“Where they going?”

“White Sulphur; an’ say, look a heah, foh dis in-foh-ma-shun bring me out a twist o’ backer.”

The recipient of the bag passes through a crowd of six or eight men about the door-way, and enters the store. A few minutes elapse in which the “Jehu” fires some tongue shots at the loungers; then the mail-bag is returned, the foot is taken from the break, the whip cracks, and away you go. Another store is passed with a saw-mill opposite to it, and the river, blocked until it spreads to twice its customary breadth, pouring and thundering over a substantial dam.
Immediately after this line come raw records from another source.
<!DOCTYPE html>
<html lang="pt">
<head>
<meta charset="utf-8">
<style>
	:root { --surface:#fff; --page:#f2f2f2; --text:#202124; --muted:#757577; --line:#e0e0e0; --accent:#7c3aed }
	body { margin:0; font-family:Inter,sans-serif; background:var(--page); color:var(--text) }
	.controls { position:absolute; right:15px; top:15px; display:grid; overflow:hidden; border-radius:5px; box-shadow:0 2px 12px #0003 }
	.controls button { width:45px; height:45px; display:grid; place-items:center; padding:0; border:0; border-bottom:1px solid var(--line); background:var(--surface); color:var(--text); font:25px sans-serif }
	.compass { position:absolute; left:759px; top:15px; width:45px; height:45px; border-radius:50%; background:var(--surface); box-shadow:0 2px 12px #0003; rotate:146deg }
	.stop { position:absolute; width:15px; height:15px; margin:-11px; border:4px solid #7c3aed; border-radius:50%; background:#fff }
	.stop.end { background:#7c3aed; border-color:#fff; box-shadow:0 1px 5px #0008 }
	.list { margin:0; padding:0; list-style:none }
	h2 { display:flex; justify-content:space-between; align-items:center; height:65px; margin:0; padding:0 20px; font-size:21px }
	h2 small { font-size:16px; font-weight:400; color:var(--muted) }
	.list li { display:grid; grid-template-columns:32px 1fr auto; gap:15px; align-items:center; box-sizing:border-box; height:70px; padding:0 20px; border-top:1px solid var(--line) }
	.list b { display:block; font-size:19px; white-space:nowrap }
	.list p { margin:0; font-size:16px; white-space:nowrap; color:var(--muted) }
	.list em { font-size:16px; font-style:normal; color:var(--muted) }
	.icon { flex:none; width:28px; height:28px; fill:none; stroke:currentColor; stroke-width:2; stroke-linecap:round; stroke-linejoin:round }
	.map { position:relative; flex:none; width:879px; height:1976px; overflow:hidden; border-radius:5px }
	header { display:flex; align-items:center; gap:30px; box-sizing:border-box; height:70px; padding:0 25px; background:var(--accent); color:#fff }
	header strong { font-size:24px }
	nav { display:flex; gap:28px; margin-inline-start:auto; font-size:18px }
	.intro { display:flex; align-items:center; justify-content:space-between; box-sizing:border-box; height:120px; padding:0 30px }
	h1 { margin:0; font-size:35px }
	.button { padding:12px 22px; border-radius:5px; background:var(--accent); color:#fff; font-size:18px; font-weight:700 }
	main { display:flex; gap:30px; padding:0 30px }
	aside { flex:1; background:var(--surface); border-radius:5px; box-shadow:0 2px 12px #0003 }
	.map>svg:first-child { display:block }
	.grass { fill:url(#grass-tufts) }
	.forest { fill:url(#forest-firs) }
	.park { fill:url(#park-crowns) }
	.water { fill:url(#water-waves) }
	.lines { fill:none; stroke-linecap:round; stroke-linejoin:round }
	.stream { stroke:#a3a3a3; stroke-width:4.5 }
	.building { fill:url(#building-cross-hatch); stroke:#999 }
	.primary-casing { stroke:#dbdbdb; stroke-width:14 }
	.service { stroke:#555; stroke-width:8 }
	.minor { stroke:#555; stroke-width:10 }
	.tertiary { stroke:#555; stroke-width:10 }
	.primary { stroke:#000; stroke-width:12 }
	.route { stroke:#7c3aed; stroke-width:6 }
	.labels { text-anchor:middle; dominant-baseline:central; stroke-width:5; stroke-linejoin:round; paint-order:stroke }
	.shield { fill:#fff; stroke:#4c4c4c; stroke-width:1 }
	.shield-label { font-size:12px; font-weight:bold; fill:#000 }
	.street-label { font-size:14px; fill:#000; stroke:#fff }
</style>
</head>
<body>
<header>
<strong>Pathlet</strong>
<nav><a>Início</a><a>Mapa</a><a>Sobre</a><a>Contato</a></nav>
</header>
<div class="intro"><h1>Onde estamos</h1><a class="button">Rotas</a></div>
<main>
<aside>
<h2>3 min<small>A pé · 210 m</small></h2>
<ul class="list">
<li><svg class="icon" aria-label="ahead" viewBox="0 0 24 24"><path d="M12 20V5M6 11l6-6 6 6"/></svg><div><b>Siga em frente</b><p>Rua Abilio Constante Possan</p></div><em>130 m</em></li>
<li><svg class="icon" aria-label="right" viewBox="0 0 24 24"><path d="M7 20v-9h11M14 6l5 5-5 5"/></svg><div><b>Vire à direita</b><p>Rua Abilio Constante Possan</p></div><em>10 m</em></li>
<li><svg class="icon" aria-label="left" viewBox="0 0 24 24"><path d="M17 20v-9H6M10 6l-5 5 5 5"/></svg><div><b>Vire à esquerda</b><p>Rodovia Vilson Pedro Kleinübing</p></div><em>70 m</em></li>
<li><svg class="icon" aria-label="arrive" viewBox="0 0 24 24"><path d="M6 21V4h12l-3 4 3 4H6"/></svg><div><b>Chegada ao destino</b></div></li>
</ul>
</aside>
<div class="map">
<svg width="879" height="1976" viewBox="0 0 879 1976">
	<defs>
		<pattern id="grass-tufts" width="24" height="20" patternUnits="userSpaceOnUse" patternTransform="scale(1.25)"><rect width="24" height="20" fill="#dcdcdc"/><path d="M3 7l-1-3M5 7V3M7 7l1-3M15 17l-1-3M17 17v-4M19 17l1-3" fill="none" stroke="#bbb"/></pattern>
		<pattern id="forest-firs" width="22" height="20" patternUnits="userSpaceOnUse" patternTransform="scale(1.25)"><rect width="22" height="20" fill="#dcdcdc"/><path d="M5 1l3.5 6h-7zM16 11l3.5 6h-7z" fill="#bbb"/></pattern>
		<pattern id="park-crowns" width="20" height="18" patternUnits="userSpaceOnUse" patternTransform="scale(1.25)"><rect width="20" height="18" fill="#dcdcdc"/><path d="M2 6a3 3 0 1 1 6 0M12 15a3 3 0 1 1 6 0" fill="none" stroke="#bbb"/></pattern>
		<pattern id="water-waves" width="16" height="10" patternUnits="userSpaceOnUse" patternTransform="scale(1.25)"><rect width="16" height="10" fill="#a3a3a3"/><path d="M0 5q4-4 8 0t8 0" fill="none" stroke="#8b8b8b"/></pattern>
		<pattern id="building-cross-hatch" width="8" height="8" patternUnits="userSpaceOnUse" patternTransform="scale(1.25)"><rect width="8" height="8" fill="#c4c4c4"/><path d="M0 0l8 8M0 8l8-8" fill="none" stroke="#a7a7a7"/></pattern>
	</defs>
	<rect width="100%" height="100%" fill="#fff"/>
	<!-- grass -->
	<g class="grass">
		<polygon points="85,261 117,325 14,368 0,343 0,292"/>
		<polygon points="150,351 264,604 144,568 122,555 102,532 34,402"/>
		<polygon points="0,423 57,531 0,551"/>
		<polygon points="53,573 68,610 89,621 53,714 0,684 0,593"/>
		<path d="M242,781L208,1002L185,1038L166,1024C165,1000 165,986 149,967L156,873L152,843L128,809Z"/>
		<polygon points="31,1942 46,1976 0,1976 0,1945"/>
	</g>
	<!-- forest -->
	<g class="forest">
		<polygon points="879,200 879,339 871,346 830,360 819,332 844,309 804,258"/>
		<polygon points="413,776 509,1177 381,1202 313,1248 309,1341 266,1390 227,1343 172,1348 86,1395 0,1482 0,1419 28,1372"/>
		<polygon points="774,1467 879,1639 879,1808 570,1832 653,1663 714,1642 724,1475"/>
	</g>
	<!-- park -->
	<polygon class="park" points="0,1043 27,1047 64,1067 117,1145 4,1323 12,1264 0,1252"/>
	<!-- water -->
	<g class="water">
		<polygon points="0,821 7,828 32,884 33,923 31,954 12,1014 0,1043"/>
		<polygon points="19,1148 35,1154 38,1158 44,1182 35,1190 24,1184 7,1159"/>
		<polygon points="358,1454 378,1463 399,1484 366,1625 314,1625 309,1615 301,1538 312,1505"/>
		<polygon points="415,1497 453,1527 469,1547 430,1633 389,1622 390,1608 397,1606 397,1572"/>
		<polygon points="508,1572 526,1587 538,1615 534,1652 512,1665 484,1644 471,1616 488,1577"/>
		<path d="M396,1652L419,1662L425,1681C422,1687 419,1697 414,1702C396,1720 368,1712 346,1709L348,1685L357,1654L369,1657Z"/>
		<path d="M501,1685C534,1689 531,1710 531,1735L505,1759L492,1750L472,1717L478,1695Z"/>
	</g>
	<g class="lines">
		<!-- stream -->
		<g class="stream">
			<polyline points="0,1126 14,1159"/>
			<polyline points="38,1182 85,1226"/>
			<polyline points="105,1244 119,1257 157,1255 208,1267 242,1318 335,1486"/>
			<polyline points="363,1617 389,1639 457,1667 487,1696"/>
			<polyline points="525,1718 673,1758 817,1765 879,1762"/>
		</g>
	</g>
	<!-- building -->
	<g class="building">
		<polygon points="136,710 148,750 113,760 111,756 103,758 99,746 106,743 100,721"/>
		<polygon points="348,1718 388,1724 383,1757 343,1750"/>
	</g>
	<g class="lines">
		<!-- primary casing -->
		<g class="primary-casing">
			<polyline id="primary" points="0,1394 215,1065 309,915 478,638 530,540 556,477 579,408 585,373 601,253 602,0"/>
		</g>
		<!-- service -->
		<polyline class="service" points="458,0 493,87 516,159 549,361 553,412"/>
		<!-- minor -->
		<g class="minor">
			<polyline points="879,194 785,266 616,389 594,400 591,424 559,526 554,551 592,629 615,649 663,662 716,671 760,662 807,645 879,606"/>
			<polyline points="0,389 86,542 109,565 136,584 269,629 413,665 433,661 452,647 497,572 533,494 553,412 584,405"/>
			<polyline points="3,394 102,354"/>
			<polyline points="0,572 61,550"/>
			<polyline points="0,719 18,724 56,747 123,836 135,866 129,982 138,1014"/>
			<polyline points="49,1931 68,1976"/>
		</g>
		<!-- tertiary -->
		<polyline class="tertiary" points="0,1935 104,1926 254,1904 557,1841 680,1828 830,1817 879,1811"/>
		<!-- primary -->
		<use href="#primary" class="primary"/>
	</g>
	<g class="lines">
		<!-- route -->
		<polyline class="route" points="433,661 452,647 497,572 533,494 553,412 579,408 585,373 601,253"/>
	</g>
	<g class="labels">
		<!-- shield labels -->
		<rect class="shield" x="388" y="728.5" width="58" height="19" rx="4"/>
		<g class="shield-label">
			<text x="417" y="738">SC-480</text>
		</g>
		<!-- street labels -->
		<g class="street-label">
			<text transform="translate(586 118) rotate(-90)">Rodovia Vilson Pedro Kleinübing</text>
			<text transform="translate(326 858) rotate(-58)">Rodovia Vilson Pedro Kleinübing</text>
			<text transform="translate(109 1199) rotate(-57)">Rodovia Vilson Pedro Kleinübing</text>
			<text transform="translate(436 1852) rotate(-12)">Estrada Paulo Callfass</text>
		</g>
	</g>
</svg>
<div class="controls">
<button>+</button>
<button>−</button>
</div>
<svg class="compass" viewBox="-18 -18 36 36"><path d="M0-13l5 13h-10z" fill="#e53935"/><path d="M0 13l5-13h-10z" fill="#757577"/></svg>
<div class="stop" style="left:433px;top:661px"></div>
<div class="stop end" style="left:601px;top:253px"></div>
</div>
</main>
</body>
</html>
The noise of waters and the saw is deafening; then, in a twinkling, it is all still, and you are trotting along between green hedges, and great clouds of dust envelope the barking dogs which follow.

Along the way is seen the prepared trail for the iron horse which is to supersede stage-travel;—the great yellow dirt embankments through the fields; the deep grading sinking dizzily close at the roadside; the short curves through narrow valleys, and the swallowing of it all by the solitary woods.
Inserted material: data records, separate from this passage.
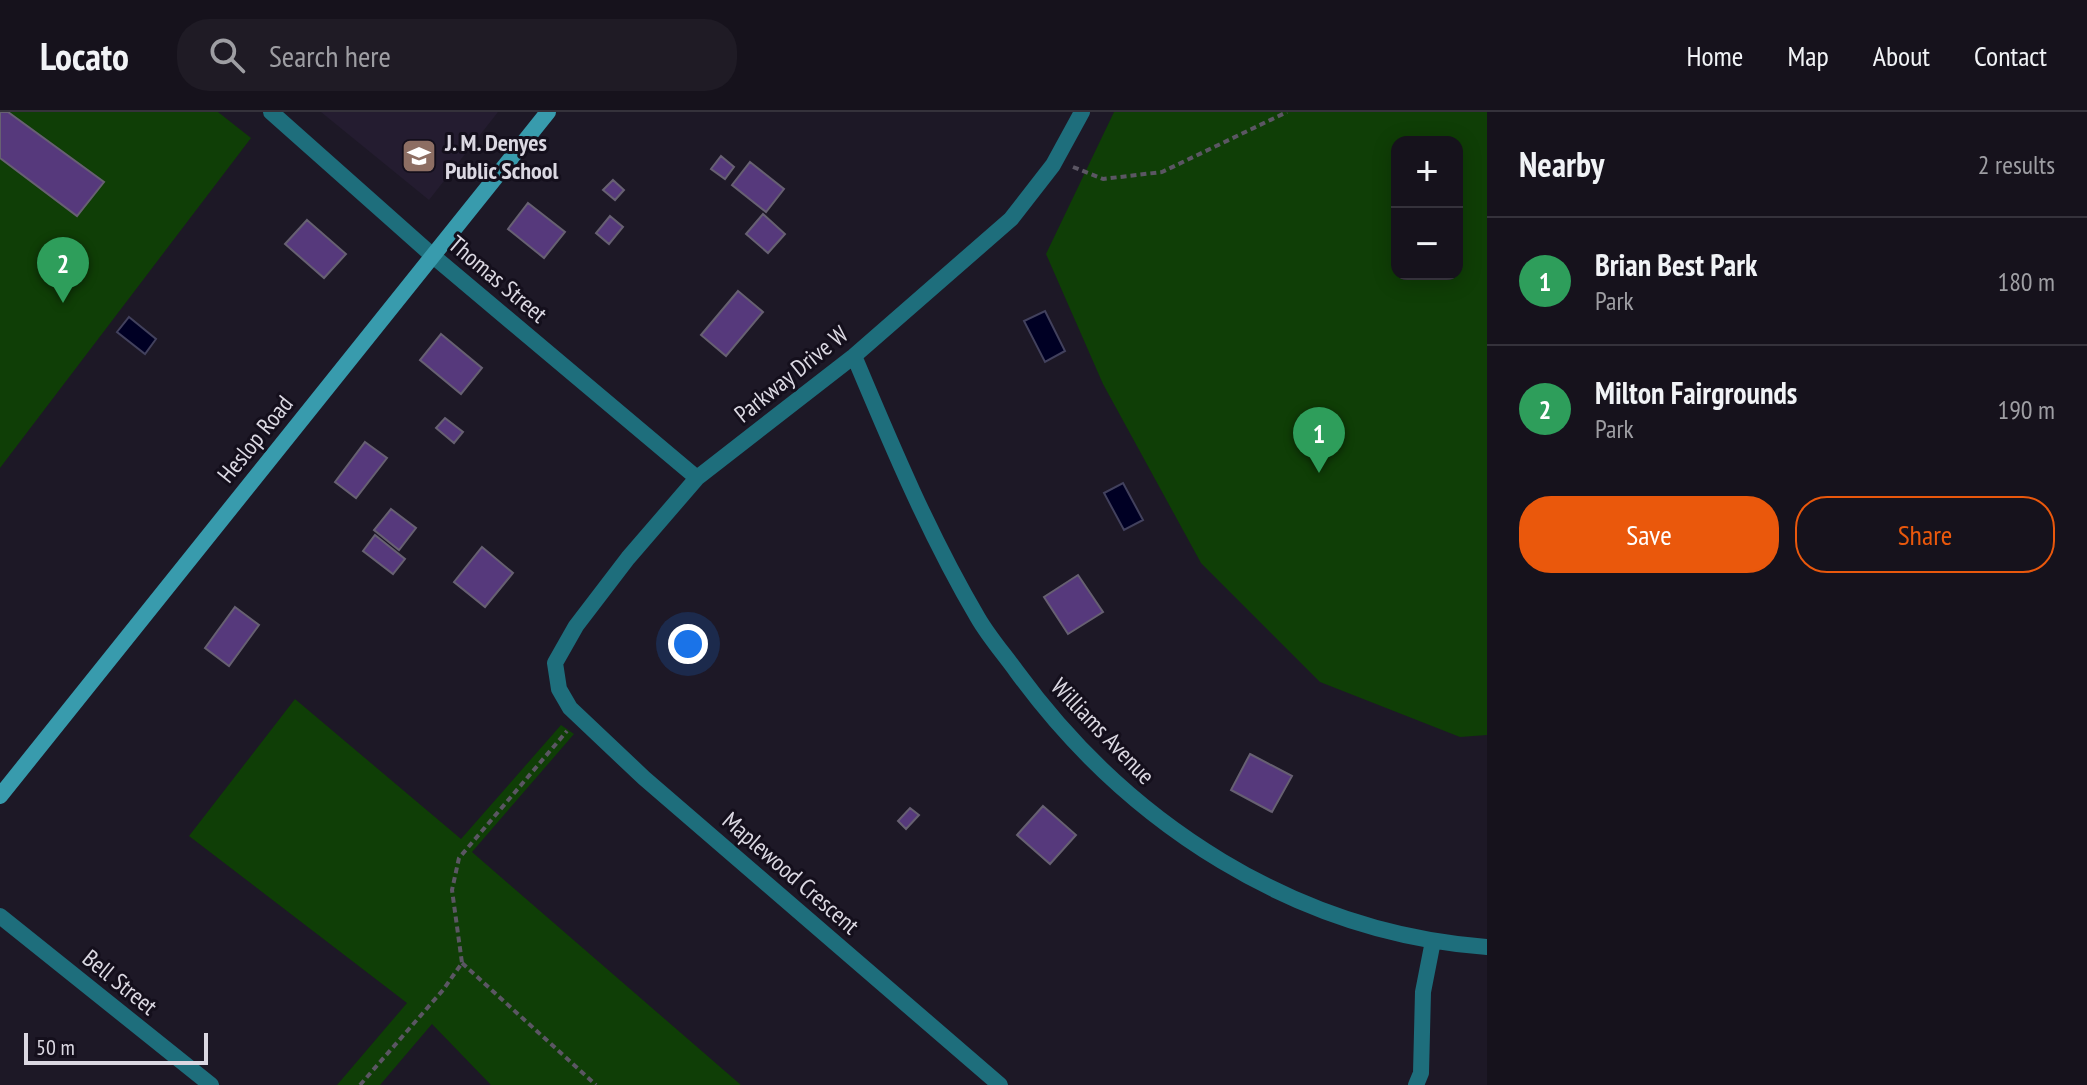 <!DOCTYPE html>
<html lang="en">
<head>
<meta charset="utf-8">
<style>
	body { margin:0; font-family:"PT Sans Narrow",sans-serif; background:#1f1b25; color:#f1f3f6 }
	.controls { position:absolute; right:24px; top:24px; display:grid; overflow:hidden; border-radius:16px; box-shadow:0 4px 20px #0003 }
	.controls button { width:72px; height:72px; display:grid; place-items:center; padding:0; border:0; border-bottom:2px solid #35323b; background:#16121c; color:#f1f3f6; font:40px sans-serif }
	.scale { position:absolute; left:24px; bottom:20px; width:184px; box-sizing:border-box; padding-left:8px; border:4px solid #dbd8e2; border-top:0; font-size:22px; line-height:28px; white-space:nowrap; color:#dbd8e2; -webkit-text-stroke:6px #140f1c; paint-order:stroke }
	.you { position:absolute; left:688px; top:532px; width:28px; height:28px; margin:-20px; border:6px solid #fff; border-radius:50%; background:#1a73e8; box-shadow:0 0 0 12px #1a73e833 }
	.badge { display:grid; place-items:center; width:52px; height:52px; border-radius:50%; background:#ea580c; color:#fff; font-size:26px; font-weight:700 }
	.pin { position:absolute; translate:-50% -66px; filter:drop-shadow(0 2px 4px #0008) }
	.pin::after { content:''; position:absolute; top:42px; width:28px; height:24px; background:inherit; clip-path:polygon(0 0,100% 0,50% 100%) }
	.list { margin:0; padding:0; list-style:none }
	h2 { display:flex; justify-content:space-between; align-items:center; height:104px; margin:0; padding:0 32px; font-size:34px }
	h2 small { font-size:26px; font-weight:400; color:#9e9ea3 }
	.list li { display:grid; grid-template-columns:52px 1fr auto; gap:24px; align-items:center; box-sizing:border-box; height:128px; padding:0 32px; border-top:2px solid #35323b }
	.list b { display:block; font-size:30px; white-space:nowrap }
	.list p { margin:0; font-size:26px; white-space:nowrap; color:#9e9ea3 }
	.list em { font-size:26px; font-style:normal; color:#9e9ea3 }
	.actions { display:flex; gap:16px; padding:24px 32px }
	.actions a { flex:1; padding:18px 0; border:2px solid #ea580c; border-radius:32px; text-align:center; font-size:28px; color:#ea580c }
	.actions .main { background:#ea580c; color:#fff }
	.icon { flex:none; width:44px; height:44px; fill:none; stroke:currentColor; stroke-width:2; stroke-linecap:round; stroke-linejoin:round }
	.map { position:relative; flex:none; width:1487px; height:973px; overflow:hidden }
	header { display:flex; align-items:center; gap:48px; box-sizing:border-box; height:112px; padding:0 40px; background:#16121c; border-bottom:2px solid #35323b }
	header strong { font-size:38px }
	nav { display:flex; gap:44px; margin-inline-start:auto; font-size:28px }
	.search { width:560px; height:72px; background:#1f1b25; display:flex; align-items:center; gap:20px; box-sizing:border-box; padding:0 28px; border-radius:32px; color:#9e9ea3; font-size:30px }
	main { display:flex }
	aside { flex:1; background:#16121c }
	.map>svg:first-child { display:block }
	.built { fill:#241c30 }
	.green { fill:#0f3e06; fill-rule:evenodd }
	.water { fill:#000024; stroke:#42415d; stroke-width:2 }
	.building { fill:#56397c; stroke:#676072; stroke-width:2 }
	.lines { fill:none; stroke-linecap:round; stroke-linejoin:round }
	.path { stroke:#5b5663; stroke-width:4; stroke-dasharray:6 4; stroke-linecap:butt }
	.street { stroke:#1e6e7c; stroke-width:16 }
	.secondary { stroke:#389bad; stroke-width:16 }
	.labels { text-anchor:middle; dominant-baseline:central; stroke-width:6; stroke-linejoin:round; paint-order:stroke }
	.poi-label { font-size:24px; font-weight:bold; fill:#dbd8e2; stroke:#140f1c; text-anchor:start }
	.street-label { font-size:24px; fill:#dbd8e2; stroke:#140f1c }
</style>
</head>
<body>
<header>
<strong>Locato</strong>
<div class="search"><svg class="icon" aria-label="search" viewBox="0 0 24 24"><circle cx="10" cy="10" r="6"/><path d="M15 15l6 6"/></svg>Search here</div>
<nav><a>Home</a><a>Map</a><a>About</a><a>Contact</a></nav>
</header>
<main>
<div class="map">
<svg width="1487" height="973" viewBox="0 0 1487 973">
	<rect width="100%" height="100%" fill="#1d1826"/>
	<path class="built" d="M321,0H498L429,88Z"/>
	<path class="green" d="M0,0H218L251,26L0,356Z
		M1114,0H1487V623L1460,625L1320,570L1201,451L1103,272L1046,142ZM1397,30H1457V162H1397Z
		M295,587L461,727L561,613L574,622L472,740L741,973H491L432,912L380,973H337L407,891L189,724Z"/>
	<path class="water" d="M1045,199L1065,239L1045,250L1024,209Z
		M129,205L156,227L145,242L117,220Z
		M1123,371L1143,408L1124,418L1104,381Z"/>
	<path class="building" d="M0,0H8L104,70L77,104L0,46Z
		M721,44L734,55L725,67L711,57Z
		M750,50L784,77L766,100L732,73Z
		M613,68L624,78L615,88L603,78Z
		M528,91L565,120L544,146L508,117Z
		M763,102L785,122L768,141L746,122Z
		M610,104L623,115L609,132L596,121Z
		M307,108L346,142L324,166L285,132Z
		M738,179L763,200L726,244L701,223Z
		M441,222L482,256L461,282L420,248Z
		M445,306L463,320L454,331L436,316Z
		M365,330L387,346L356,386L335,370Z
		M391,397L416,416L399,438L374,418Z
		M375,423L405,447L393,462L363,439Z
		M482,435L513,461L485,495L454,470Z
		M1078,463L1103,500L1068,522L1044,485Z
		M235,495L259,513L229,554L205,536Z
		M1250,642L1292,664L1272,700L1231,678Z
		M1043,694L1076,723L1050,752L1017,723Z
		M910,696L919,703L906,717L898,709Z"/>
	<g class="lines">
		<path class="path" d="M1073,55L1103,67L1162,60L1287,0
			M462,851L596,973
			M360,973L443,878L462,851L452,778L459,746L567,619"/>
		<path class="street" d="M271,0L433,144L697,366
			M854,244C891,332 929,423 978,506C989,525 1004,542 1017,560C1128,712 1296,821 1487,835
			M0,804L211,973
			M1000,973L644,666L570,596L559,577L555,551L576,514L628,446L697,366L854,244L1011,107L1053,53L1082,0
			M1416,973L1421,961L1423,880L1433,829"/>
		<path class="secondary" d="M0,684L548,0"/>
	</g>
	<defs>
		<g id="school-square" transform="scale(1.8)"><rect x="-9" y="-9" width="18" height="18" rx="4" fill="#8d6e63" stroke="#140f1c"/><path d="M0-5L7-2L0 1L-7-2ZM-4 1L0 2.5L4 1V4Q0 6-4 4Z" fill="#fff"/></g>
	</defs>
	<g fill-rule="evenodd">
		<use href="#school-square" x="419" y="44"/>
	</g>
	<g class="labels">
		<g class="poi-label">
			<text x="445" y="30">J. M. Denyes<tspan x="445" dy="28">Public School</tspan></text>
		</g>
		<g class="street-label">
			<text transform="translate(498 167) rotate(40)">Thomas Street</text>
			<text transform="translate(791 262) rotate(-39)">Parkway Drive W</text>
			<text transform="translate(255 327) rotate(-51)">Heslop Road</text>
			<text transform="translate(1103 619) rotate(46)">Williams Avenue</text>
			<text transform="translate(791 761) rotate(41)">Maplewood Crescent</text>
			<text transform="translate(120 870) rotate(39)">Bell Street</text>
		</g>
	</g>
</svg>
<div class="controls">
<button>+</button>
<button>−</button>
</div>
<div class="scale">50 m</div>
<div class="you"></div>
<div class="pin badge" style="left:1319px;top:361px;background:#2e9e5b">1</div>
<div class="pin badge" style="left:63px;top:191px;background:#2e9e5b">2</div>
</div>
<aside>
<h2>Nearby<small>2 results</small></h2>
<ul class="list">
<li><span class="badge" style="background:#2e9e5b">1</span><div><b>Brian Best Park</b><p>Park</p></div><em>180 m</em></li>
<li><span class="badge" style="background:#2e9e5b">2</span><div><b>Milton Fairgrounds</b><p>Park</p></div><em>190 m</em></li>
</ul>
<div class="actions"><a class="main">Save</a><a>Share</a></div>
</aside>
</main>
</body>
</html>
If you are fortunate enough to ride with the same good-natured driver whom we had, and he is in mellow mood, you may be interested for an hour by a story which he is fond of telling. For fear that you might get the wrong man, I will tell it in condensed form.

In the fall of 1877, the driver was employed on the stage route from Asheville to Henry’s. He was an old reinsman, but the road was unfamiliar to him from the fact of his being only lately transferred from another branch. One afternoon in November, with the highway slippery under-foot from a cold sleet, he left Asheville with the heavy stage and a party of five persons inside,—an old, white-haired man and four women. He was unavoidably delayed at different points, so that, when he began the actual descent of the Blue Ridge, a black, cold night enveloped the landscape. With his teeth chattering, he lighted the lamps, drew on his gloves again, mounted to his place, and began rumbling downward. Over-head the trees creaked and groaned in the hollow blast; the horses slipped in turns as they pushed along, and the huge stage would occasionally slide, in spite of the locked brake, down on the flanks of the rear span. Even with this uncomfortable state of affairs, he could have driven along without much hazard, but suddenly the lamps went out. Through strange carelessness he had forgotten to refill them when he left the stables. The darkness was like that of a soundless mine: it was almost palpable. Staggered with the situation, he checked his horses. He must go on, but how could he? Near at hand he knew was the most dangerous place in the whole road, where even a slight pull to one side would send the stage and its occupants rolling down a declivity, steep, deep and rugged enough to smash the former, and kill every one of the latter. The horses, accustomed to the way, might possibly be trusted; but then that possibility! It was too slippery to lead them, and besides his foot must be on and off the break in turns. It was imperative for him to be at Henry’s that night, both on account of his express duties and his passengers, who would freeze before morning. He sat shivering on the stage top.

He heard the stage door open below, but knew not for what reason, nor whose feet were striking the ground, until a voice came up out of the pitchy darkness:

“Why don’t you go on?”

It was the old gentleman who spoke.

“Can’t. Don’t you see de lamps ar’ out?”